As of December 31, 2011, the difference between our asset and liability duration was a (0.62) gap, compared to a
(0.65) gap as of December 31, 2010. A negative duration gap indicates that the fair value of our liabilities is more
sensitive to interest rate movements than the fair value of our assets. The Property-Liability segment generally
maintains a positive duration gap between its assets and liabilities due to the relatively short duration of auto and
homeowners claims, which are its primary liabilities. The Allstate Financial segment may have a positive or negative
duration gap, as the duration of its assets and liabilities vary with its product mix and investing activity. As of
December 31, 2011, Property-Liability had a positive duration gap while Allstate Financial had a negative duration gap.
In the management of investments supporting the Property-Liability business, we adhere to an objective of
emphasizing safety of principal and consistency of income within a total return framework. This approach is designed to
ensure our financial strength and stability for paying claims, while maximizing economic value and surplus growth.
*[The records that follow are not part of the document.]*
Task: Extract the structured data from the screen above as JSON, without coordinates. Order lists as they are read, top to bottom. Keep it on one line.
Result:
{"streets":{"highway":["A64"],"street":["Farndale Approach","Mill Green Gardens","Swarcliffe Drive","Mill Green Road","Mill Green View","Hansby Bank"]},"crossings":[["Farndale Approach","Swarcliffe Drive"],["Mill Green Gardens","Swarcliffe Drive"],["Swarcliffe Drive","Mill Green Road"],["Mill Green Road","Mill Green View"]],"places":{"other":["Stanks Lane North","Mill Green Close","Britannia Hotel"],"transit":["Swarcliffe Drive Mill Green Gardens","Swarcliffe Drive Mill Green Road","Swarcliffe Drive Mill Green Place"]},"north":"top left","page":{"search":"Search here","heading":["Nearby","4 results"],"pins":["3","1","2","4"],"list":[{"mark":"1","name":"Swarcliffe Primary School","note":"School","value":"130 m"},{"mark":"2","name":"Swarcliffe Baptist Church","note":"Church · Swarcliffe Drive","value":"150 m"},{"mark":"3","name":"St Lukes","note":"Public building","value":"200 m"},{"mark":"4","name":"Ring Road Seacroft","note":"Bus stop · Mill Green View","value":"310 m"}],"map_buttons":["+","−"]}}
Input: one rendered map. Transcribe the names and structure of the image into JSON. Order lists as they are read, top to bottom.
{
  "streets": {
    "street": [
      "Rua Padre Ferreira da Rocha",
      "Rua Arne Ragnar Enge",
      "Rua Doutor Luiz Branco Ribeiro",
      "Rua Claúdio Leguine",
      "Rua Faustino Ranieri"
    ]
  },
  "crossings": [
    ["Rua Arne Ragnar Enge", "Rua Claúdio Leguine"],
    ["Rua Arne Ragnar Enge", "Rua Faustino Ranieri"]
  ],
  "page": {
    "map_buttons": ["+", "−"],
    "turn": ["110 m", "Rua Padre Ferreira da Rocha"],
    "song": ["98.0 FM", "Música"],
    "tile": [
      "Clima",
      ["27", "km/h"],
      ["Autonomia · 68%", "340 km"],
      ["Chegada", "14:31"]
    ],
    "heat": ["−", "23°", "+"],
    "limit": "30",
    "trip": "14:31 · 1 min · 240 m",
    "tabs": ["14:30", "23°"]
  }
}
For the Allstate Financial business, we seek to invest premiums, contract charges and deposits to generate future
cash flows that will fund future claims, benefits and expenses, and that will earn stable spreads across a wide variety of
interest rate and economic scenarios. To achieve this objective and limit interest rate risk for Allstate Financial, we
adhere to a philosophy of managing the duration of assets and related liabilities within predetermined tolerance levels.